The harbor’s deplorable state of maintenance has been an issue for many
years. The claim by the commission when lobbying for TOT money was that
this issue would be taken care of once the voters passed Measure “C”.
The voters gave the Harbor the new levy which they have collected for
several years now and maintenance at the harbor continues to fall
further down the list of Commission projects. In the meantime the
Harbor’s foray into Solar Power will likely saddle it with the
unexpected cost of maintaining that system should Lemus and Renewable
Energy Capital fail to meet their obligations. At this point one
wonders why the Commission continues to listen to Alex Lemus and his
park development plan.
The final spot of trouble the Commission has become embroiled in is
REC’s development plans for the harbor’s two RV parks. While the
questions remain about the machinations by which the harbor came into
possession of the two parks, REC’s redevelopment plan, speculative at
best, appears to require the relocation of 86 current tenants, likely
permanently. According to the Commission’s President a transition plan
must be submitted before Lemus can begin his project. Thus far, REC’s
transition plan has a few gaping holes in it. The Where, When, and How
are to be spelled out in 86 individual plans for each of the current
long term tenants. There is something about some being relocated
permanently, others to be incorporated in the park’s “master Plan”, and
vague reassurances that all would be well. If the harbor’s experience
with Mr. Lemus over his previous project is anything to judge by, it
might be time to cut Mr. Lemus loose. The “red flags” continue to wave.

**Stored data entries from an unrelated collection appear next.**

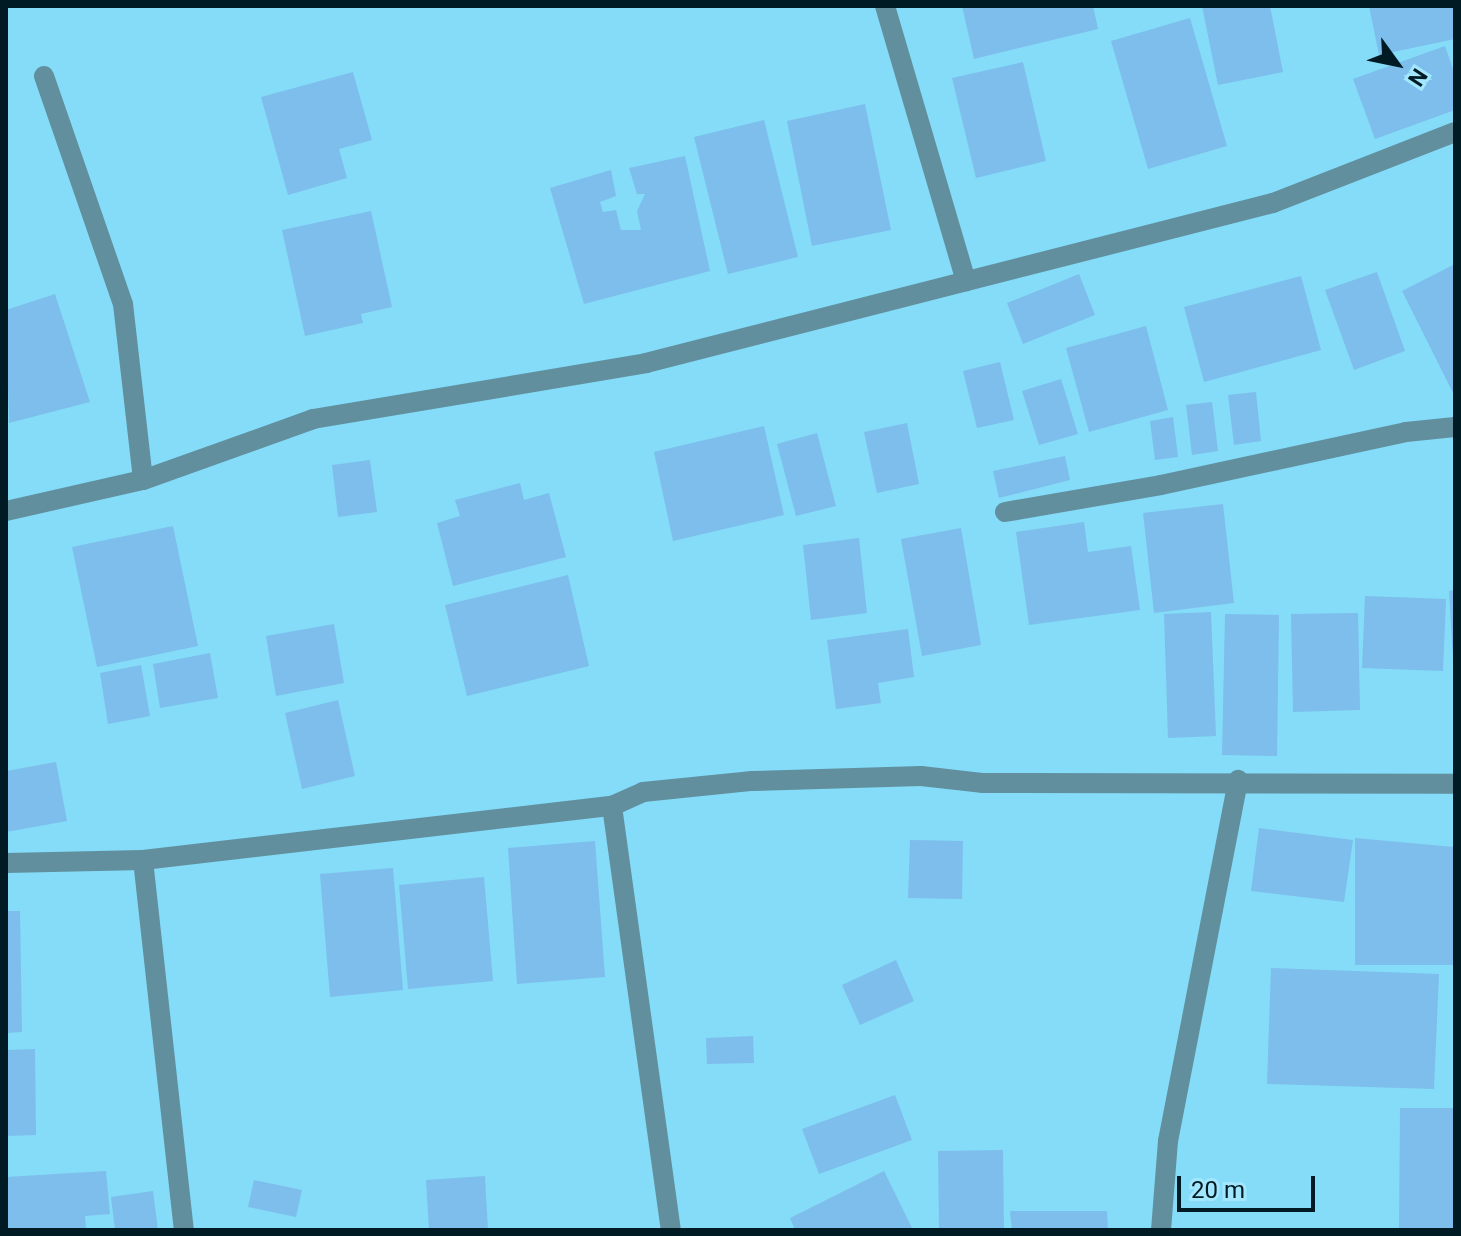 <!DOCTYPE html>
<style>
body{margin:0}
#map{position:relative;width:1461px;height:1236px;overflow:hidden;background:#84dcf8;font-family:Roboto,sans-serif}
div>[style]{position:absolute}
.building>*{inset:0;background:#7dbeec}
.street>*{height:20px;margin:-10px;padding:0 10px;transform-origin:10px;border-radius:10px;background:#618f9e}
span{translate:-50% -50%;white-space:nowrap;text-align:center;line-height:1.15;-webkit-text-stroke:6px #a2e7fd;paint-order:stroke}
.frame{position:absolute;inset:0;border:8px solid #001b23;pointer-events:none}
.north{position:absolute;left:1357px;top:24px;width:80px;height:80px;-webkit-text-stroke:6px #a2e7fd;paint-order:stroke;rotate:123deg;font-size:22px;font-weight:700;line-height:32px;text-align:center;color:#001b23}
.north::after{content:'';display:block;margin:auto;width:28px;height:36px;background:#001b23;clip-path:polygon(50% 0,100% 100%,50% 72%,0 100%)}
.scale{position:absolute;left:1177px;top:1176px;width:138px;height:36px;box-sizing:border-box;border:4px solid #001b23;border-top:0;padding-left:10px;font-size:24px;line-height:28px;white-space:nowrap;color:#001b23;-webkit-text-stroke:6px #a2e7fd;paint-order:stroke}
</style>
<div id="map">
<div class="building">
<div style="clip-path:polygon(962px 6px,1093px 6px,1098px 29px,974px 59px)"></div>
<div style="clip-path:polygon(1202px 6px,1270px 6px,1283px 72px,1218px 85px)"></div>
<div style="clip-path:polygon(1369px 6px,1455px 6px,1455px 39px,1379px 55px)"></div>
<div style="clip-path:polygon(1190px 18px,1227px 146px,1148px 169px,1111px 41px)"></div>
<div style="clip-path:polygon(1445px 46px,1455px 75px,1455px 110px,1375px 139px,1353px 79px)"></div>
<div style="clip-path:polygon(1023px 62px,1046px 161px,976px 178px,952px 78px)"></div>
<div style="clip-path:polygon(353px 72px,372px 140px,339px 149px,347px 178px,288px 195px,261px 97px)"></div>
<div style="clip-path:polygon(865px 104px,891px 230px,812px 246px,787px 121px)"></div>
<div style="clip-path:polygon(764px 120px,798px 257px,728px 274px,694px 137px)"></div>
<div style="clip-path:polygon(685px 156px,710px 271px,584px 304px,550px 188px,611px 170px,616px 196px,600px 202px,603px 212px,616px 210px,621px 230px,641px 230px,637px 211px,645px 194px,637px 194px,629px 168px)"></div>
<div style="clip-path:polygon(371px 211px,392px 307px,361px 314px,363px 323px,305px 336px,282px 230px)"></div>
<div style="clip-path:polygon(1455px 264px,1455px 397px,1402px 291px)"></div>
<div style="clip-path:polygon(1377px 272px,1405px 351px,1354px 370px,1325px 290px)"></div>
<div style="clip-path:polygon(1079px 274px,1095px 315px,1023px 344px,1007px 303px)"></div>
<div style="clip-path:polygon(1301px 276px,1321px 350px,1204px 382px,1184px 307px)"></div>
<div style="clip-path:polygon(55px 294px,90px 402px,9px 423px,6px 310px)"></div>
<div style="clip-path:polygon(1146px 326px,1168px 410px,1089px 432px,1066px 348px)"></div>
<div style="clip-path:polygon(1000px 362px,1014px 420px,977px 428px,963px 371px)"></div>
<div style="clip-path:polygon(1061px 379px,1078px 434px,1039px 445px,1022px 391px)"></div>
<div style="clip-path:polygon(1256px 392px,1261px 441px,1234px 445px,1228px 395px)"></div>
<div style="clip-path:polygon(1212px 402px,1218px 451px,1192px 455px,1186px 405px)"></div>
<div style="clip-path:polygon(1173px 417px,1178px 457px,1155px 460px,1150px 421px)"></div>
<div style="clip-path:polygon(907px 423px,919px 484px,877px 493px,864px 432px)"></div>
<div style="clip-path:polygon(764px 426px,784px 515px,673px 541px,654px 452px)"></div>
<div style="clip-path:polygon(817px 433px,836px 506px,796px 516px,777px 444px)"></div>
<div style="clip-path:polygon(1065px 456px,1070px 480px,999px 498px,993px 471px)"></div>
<div style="clip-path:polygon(370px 460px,377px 512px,338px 517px,332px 465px)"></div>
<div style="clip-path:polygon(520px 483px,524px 500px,549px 493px,566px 557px,453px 586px,437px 523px,460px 516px,455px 500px)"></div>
<div style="clip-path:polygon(1223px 504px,1234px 603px,1154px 613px,1143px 513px)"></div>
<div style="clip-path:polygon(1084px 522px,1088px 552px,1131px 546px,1140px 610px,1029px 625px,1016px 532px)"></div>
<div style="clip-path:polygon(173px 526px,198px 646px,97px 667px,72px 547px)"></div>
<div style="clip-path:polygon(961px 528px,981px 645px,922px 656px,901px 539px)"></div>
<div style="clip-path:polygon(859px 538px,867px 613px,811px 620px,803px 545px)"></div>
<div style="clip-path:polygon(568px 575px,589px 666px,467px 696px,445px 605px)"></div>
<div style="clip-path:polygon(1455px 590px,1455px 660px,1453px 660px,1449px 591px)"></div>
<div style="clip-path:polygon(1365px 596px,1446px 599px,1443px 671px,1362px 668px)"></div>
<div style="clip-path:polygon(1211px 612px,1216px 736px,1168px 738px,1164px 614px)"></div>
<div style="clip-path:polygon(1358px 613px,1360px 710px,1293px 712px,1291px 614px)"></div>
<div style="clip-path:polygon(1225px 614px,1279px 615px,1277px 756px,1222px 755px)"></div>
<div style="clip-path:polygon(334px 624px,344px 683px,276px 696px,266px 636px)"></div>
<div style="clip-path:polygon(908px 629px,914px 677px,878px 683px,881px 703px,836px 709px,827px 640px)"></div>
<div style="clip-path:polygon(210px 653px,218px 698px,160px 708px,153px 664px)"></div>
<div style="clip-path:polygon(141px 665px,150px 716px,108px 724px,100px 673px)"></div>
<div style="clip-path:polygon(338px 700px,355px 776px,302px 789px,285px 713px)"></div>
<div style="clip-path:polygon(56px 762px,67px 821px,6px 832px,6px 771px)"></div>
<div style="clip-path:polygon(1259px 828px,1353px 840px,1344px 902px,1251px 891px)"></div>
<div style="clip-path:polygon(1355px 838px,1454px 847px,1453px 965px,1355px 965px)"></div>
<div style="clip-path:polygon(910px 840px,963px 841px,962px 899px,908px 898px)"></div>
<div style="clip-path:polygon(595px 841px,605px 977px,517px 984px,508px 848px)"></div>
<div style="clip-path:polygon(393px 868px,403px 990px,330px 997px,320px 874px)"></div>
<div style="clip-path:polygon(484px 877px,493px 981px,408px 989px,399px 885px)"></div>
<div style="clip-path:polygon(6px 911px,20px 911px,22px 1032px,6px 1033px)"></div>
<div style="clip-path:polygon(896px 960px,914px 1001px,860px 1025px,842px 985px)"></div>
<div style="clip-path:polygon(1271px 968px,1439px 974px,1434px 1089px,1267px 1084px)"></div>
<div style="clip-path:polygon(753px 1036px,754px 1063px,707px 1064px,706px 1038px)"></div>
<div style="clip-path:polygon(35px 1049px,36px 1135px,6px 1136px,6px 1050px)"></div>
<div style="clip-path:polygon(895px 1095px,912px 1140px,819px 1174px,802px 1129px)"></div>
<div style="clip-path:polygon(1400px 1108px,1455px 1108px,1455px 1230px,1399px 1230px)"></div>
<div style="clip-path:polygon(1003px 1150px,1004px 1230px,939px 1230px,938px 1151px)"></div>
<div style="clip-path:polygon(106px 1171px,110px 1214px,85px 1216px,86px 1230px,6px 1230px,6px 1177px)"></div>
<div style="clip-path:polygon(884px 1171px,913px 1230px,795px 1230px,790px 1218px)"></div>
<div style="clip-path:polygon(485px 1176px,488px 1230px,429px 1230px,426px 1180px)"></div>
<div style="clip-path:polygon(254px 1180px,302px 1190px,296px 1217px,248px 1207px)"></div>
<div style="clip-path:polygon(153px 1191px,158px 1230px,115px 1230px,111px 1197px)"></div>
<div style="clip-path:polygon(1010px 1211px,1107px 1211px,1108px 1230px,1012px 1230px)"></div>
</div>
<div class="street">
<div style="left:885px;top:6px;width:287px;rotate:73.6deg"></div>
<div style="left:44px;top:76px;width:241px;rotate:70.9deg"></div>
<div style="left:123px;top:304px;width:177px;rotate:83.5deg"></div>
<div style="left:6px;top:511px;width:140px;rotate:-12.8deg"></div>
<div style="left:143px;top:480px;width:181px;rotate:-19.7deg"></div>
<div style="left:313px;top:419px;width:338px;rotate:-9.5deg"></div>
<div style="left:646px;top:363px;width:647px;rotate:-14.32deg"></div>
<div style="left:1273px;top:203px;width:195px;rotate:-21.3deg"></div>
<div style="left:1005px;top:512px;width:158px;rotate:-9.8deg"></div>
<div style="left:1161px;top:485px;width:251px;rotate:-12.2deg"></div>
<div style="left:1406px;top:432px;width:49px;rotate:-5.8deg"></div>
<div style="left:612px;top:806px;width:428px;rotate:82.1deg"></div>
<div style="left:143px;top:860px;width:372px;rotate:83.7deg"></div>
<div style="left:6px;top:863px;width:137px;rotate:-1.3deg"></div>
<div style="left:143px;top:860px;width:472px;rotate:-6.6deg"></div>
<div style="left:612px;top:806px;width:34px;rotate:-24deg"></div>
<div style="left:643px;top:792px;width:110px;rotate:-5.8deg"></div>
<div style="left:752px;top:781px;width:169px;rotate:-1.7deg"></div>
<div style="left:921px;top:776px;width:61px;rotate:6.5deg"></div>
<div style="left:982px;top:783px;width:473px;rotate:0.1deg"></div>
<div style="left:1161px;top:1230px;width:89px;rotate:-85.5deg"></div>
<div style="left:1168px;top:1141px;width:368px;rotate:-79deg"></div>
</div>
<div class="frame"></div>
<div class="north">N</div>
<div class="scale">20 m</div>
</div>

Clearly the Harbor Commission is having a difficult time getting much
done. The plan to install high end accommodations in the two RV parks
has been met with some skepticism in the community. It has also spelled
out a plan for a hotel, parking garage, emergency evacuation site and
tourist attraction once planned. One wonders if the commission even
remembers that it is a harbor to accommodate boats first and foremost
and not Brian Stone’s personal sand box…
One thought on “The Harbor Swings And Whiffs Again”
Please”cut Lemus loose.” Moving 86 residents to make room for tourists is ludicrous. Maybe some of us locals don’t want more tourists. I like to go to the beaches when they’re not crowded. Tourists add to the garbage and water use. The rates for these 2 keep going up now. Tourists shop our supplies. If the mighty tourist dollar is so much why do they keep wanting more taxes and bonds from us. And who needs a hotel, aren’t there enough motels already. A parking garage, for what? Promote fishing on the Smith River; there are already guides and boat rentals. Maybe tourism is good for motels and restaurants, but we don’t all own one. Lemus burned us on the solar project; how could you even consider doing business with him again.